**Provided data**.

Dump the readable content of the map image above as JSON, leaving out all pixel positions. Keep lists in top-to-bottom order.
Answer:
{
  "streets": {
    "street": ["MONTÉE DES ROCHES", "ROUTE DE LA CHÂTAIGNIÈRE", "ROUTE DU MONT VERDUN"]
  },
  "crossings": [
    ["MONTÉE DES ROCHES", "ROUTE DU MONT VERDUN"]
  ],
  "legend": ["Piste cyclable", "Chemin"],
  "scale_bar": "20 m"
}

**Problem to work on**. Take the listing above and write it out again exactly.

**Task answer**.
Dump the readable content of the map image above as JSON, leaving out all pixel positions. Keep lists in top-to-bottom order.
Answer:
{
  "streets": {
    "street": ["MONTÉE DES ROCHES", "ROUTE DE LA CHÂTAIGNIÈRE", "ROUTE DU MONT VERDUN"]
  },
  "crossings": [
    ["MONTÉE DES ROCHES", "ROUTE DU MONT VERDUN"]
  ],
  "legend": ["Piste cyclable", "Chemin"],
  "scale_bar": "20 m"
}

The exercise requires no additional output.